First off, thank you for considering contributing to LogLynx! It's people like you that make LogLynx a great tool for log analytics.

Table of Contents

Code of Conduct

This project and everyone participating in it is governed by our Code of Conduct. By participating, you are expected to uphold this code. Please report unacceptable behavior to [conduct email].

How Can I Contribute?

Reporting Bugs

Before creating bug reports, please check the existing issues to avoid duplicates. When creating a bug report, include as many details as possible:

Great Bug Reports tend to have:

  • A quick summary and/or background
  • Steps to reproduce
    • Be specific!
    • Give sample code if you can
    • Include log output
  • What you expected would happen
  • What actually happens
  • Notes (possibly including why you think this might be happening, or stuff you tried that didn't work)

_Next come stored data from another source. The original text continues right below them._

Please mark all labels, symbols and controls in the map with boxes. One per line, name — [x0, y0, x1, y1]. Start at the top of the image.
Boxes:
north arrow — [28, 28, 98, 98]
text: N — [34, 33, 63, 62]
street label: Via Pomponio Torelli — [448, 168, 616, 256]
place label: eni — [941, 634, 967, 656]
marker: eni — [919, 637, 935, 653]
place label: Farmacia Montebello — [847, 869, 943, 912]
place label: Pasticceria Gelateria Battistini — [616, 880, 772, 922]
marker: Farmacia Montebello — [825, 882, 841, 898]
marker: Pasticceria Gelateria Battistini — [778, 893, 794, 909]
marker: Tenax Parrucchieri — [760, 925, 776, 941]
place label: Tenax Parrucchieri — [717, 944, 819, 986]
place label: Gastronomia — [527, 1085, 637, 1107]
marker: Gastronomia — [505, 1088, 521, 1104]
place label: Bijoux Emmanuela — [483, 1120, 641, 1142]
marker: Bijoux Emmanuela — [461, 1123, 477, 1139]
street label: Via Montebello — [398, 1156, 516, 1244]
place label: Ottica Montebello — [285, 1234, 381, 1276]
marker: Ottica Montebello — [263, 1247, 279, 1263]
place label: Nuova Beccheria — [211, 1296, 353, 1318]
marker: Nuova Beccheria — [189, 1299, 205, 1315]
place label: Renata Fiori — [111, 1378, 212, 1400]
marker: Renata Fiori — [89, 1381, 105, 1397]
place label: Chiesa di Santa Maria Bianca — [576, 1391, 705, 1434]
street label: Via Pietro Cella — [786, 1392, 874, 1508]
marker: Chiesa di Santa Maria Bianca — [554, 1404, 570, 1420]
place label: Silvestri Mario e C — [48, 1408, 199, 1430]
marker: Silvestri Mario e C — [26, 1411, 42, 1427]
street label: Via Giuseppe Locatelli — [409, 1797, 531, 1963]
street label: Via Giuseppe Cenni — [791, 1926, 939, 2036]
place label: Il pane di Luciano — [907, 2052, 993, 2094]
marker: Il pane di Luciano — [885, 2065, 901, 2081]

Use the Bug Report Template:

**Environment:**
- OS: [e.g., Ubuntu 22.04, Windows 11, macOS 14]
- Docker version (if applicable): [e.g., 24.0.7]
- LogLynx version: [e.g., 3.0.0]
- Go version (if building from source): [e.g., 1.21.5]

**Describe the bug:**
A clear and concise description of what the bug is.

**To Reproduce:**
Steps to reproduce the behavior:
1. Configure '...'
2. Run command '...'
3. See error

**Expected behavior:**
A clear and concise description of what you expected to happen.

**Logs:**

Paste relevant logs here


**Additional context:**
Add any other context about the problem here.

Suggesting Enhancements

Enhancement suggestions are tracked as GitHub issues. When creating an enhancement suggestion:

  • Use a clear and descriptive title
  • Provide a step-by-step description of the suggested enhancement
  • Provide specific examples to demonstrate the steps
  • Describe the current behavior and explain the behavior you'd like to see
  • Explain why this enhancement would be useful to most LogLynx users
  • List any similar features in other log analytics tools

Your First Code Contribution

Unsure where to begin? You can start by looking through these issues:

  • good-first-issue - Issues which should only require a few lines of code
  • help-wanted - Issues which should be a bit more involved
  • documentation - Documentation improvements

Pull Requests

The process described here has several goals:

  • Maintain LogLynx's quality
  • Fix problems that are important to users
  • Engage the community in working toward the best possible LogLynx
  • Enable a sustainable system for maintainers to review contributions

Please follow these steps:

  1. Fork the repo and create your branch from main
  2. Make your changes following our styleguides
  3. Add tests if you've added code that should be tested
  4. Update documentation if you've changed APIs or added features
  5. Ensure the test suite passes (go test ./...)
  6. Make sure your code builds (go build ./cmd/server)
  7. Issue the pull request!

Pull Request Template:

## Description
Brief description of what this PR does.

## Motivation and Context
Why is this change required? What problem does it solve?
Fixes # (issue)

## Type of Change
- [ ] Bug fix (non-breaking change which fixes an issue)
- [ ] New feature (non-breaking change which adds functionality)
- [ ] Breaking change (fix or feature that would cause existing functionality to not work as expected)
- [ ] Documentation update

## How Has This Been Tested?
Describe the tests you ran to verify your changes.

## Checklist
- [ ] My code follows the code style of this project
- [ ] I have updated the documentation accordingly
- [ ] I have added tests to cover my changes
- [ ] All new and existing tests passed
- [ ] My changes generate no new warnings
- [ ] I have checked my code and corrected any misspellings

Development Setup

Prerequisites

  • Go 1.25+
  • Docker & Docker Compose (optional but recommended)
  • Git
  • SQLite3 (for manual database inspection)
  • MaxMind GeoLite2 databases - See README for download instructions

Setup Instructions

  1. Clone the repository:

    git clone https://github.com/K0lin/loglynx.git
    cd loglynx
  2. Install Go dependencies:

    go mod download
    go mod tidy
  3. Set up environment:

    cp .env.example .env
    # Edit .env with your configuration
  4. Download GeoIP databases:

    mkdir -p geoip
    # Download GeoLite2 databases (see README)
  5. Run the application:

    # Development mode
    go run ./cmd/server/main.go
    
    # Or build first
    go build -o loglynx ./cmd/server
    ./loglynx
  6. Access the dashboard:

    http://localhost:8080
    

Styleguides

Git Commit Messages

We follow the Conventional Commits specification for clear and structured commit messages.

Format:

<type>[optional scope]: <description>

[optional body]

[optional footer(s)]

Types:

  • feat: - A new feature
  • fix: - A bug fix
  • docs: - Documentation only changes
  • style: - Changes that do not affect the meaning of the code (formatting, missing semi-colons, etc.)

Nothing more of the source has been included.